I am working on a presentation on Spectral relaxation of k-means clustering (http://papers.nips.cc/paper/1992-spectral-relaxation-for-k-means-clustering.pdf) and I am a bit stuck.

I understand Section 2 - they show that for k-means we need to minimize the sum of squares function and that, in fact, problem can be transformed into maximizing $trace(X^TA^TAX)$ where $X$ has special orthonormal form. We relax the problem and say that $X$ is just a orthonormal matrix without special form.

Then Ky-Fan theorem states that the maximum of $trace(X^THX)$ where $H$ is symmetric matrix is equal to sum of largest $k$ eigenvalues of $H$ and that optimal $X$ is equal to $[u_{1},...,u_{k}]Q$ where $Q$ is arbitrary orthogonal matrix.

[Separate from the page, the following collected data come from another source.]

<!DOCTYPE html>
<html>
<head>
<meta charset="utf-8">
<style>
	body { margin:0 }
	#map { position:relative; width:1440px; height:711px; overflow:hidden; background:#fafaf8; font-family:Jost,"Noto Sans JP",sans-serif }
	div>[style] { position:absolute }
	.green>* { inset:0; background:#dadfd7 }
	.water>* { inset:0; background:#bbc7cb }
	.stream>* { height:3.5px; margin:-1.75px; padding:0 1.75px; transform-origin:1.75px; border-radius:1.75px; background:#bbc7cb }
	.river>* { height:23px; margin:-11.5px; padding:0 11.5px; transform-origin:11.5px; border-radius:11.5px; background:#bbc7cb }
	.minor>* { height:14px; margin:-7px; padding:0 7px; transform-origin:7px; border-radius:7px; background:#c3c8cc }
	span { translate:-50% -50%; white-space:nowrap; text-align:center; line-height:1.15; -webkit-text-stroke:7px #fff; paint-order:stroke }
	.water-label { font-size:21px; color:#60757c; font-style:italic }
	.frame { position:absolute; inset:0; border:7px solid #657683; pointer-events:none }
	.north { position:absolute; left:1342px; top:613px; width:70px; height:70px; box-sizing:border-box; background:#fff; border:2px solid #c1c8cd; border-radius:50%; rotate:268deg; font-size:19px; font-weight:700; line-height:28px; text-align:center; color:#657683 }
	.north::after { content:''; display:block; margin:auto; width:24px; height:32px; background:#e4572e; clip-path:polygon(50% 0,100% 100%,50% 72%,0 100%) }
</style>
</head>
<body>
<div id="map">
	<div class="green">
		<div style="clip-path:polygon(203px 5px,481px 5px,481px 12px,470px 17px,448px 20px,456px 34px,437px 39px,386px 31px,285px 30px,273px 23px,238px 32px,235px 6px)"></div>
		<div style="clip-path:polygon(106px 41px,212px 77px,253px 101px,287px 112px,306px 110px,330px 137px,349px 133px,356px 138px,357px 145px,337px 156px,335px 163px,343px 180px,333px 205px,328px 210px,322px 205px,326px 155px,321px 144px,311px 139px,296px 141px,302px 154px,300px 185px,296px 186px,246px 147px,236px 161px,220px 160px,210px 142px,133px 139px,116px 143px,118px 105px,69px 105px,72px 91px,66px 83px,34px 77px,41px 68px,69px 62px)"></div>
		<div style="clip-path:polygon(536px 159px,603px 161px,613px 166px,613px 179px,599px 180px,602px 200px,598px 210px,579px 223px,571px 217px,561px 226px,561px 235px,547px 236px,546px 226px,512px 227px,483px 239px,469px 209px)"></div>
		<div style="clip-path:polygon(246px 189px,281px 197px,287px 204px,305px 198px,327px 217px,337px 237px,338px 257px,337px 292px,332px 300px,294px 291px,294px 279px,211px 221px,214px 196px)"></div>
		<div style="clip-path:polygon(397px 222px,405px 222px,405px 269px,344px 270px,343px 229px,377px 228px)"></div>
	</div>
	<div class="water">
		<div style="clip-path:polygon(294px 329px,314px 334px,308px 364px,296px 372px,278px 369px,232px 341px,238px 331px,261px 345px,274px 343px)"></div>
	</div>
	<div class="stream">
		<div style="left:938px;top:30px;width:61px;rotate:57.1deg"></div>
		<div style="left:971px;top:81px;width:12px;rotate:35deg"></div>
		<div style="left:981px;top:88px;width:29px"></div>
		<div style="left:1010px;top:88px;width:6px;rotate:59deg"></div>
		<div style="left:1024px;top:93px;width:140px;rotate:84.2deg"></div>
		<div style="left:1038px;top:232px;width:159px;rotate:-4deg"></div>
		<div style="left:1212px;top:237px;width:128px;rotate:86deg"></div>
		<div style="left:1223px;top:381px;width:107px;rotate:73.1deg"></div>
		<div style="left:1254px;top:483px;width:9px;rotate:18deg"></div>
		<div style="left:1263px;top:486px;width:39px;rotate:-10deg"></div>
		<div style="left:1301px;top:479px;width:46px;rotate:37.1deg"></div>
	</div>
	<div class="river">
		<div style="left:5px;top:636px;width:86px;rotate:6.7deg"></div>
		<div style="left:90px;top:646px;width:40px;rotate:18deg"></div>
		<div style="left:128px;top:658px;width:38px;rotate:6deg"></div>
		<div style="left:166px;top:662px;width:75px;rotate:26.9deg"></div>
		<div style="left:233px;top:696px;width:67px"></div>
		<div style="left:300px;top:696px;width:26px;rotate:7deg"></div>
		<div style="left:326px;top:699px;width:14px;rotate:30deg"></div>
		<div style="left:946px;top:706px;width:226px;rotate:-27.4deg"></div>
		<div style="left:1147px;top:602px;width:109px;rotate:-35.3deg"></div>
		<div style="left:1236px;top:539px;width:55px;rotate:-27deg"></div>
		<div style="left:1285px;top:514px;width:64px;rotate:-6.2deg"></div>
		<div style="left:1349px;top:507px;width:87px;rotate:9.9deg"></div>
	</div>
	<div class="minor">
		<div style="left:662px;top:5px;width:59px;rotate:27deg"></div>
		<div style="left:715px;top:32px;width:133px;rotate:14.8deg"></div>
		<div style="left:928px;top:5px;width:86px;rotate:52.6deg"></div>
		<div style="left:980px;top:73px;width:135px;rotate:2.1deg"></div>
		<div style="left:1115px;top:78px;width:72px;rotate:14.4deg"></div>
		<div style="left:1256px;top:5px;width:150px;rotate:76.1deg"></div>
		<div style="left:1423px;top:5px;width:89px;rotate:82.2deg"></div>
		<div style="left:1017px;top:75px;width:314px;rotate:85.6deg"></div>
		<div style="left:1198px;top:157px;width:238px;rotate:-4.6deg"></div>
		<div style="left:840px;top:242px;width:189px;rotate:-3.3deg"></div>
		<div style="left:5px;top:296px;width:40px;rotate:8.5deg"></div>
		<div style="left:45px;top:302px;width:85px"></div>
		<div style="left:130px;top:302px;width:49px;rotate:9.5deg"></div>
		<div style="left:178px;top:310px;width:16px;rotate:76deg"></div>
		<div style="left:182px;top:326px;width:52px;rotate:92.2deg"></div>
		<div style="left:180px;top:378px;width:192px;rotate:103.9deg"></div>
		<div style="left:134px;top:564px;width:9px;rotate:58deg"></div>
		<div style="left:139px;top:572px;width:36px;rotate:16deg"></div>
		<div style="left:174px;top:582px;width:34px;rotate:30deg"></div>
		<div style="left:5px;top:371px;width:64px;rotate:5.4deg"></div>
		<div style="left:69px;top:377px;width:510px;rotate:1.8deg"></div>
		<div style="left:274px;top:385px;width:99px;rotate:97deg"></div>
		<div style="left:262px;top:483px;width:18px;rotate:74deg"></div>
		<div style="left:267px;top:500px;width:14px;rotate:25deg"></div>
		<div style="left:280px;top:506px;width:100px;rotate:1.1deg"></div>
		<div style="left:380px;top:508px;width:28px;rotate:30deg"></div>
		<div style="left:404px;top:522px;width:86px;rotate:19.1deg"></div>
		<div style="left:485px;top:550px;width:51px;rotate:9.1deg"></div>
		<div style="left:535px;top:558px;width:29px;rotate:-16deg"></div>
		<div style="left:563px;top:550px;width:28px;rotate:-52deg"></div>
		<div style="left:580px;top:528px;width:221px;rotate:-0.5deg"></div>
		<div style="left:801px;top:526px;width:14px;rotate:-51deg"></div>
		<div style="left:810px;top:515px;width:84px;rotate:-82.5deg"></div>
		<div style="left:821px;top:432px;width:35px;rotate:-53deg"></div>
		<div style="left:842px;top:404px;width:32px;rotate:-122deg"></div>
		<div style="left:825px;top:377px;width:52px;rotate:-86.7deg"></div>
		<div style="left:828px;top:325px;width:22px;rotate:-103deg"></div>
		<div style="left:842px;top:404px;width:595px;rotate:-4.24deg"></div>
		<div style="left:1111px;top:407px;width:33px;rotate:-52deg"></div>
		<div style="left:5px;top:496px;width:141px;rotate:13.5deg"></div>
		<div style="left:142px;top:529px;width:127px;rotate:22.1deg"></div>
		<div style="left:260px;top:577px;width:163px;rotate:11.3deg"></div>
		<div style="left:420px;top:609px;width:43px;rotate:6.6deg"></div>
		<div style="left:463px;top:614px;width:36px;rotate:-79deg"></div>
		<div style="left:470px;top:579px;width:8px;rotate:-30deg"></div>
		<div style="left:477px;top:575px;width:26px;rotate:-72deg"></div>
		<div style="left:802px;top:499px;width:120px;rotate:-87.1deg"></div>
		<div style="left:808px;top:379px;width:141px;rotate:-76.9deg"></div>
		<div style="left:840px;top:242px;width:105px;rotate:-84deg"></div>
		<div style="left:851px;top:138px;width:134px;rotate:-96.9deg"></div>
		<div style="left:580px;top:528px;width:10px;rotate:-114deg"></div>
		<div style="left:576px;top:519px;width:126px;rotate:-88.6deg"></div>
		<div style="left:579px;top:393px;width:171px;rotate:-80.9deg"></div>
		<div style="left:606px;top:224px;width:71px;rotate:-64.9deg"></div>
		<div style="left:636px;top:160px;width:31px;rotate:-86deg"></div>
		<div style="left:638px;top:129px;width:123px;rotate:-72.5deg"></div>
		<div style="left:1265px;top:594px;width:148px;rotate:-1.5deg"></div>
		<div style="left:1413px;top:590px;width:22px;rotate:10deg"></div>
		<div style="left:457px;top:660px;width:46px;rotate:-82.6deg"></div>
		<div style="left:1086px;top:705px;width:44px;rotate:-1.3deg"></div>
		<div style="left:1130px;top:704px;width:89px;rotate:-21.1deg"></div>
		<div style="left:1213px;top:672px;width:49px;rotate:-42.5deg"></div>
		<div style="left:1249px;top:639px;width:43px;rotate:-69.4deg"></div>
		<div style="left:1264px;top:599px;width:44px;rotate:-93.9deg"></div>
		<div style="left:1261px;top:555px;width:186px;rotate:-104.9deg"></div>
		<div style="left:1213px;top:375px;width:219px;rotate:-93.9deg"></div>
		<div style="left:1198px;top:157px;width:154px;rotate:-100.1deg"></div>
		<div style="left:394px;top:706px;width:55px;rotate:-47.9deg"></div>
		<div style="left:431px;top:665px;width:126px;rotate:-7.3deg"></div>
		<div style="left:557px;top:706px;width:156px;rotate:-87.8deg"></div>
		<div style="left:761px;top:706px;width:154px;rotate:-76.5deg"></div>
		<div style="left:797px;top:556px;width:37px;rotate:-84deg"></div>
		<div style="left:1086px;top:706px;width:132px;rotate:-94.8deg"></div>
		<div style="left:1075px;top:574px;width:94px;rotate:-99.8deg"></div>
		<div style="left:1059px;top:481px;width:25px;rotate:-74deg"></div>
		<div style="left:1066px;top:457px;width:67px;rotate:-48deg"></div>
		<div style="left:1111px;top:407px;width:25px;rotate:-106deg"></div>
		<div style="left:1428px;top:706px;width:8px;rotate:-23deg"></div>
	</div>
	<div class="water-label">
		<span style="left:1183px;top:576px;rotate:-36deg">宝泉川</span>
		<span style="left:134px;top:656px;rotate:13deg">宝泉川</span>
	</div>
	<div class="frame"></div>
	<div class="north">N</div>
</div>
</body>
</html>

First thing that I am not sure is why is he now (at the end of Section 2) making $X$ to be a matrix of $k$ largest eigenvectors from $A^TA$ and why can we now continue with that matrix?

Now in section 3 he uses Davis-Kahan theorem and gets that $$X_{k} = Y_{k}V$$(ignoring the error) where $V$ is $k-by-k$ orthogonal matrix.

Second (and more important) thing that I don't understand is now the next paragraph (from this last formula up to the beginning section 4). They say that the idea from section 3 can be implemented by using a column of $X^T_{k}$ with largest norm, orthogonalizing other columns against that column and then looking what vectors have small norm and so on. I am not sure why can we do that and how come did they get to that?

Also, how come it turns out that this can be boiled down to $QR$-decomposition and what are we doing now with this matrices $R$ and $\hat{R}$?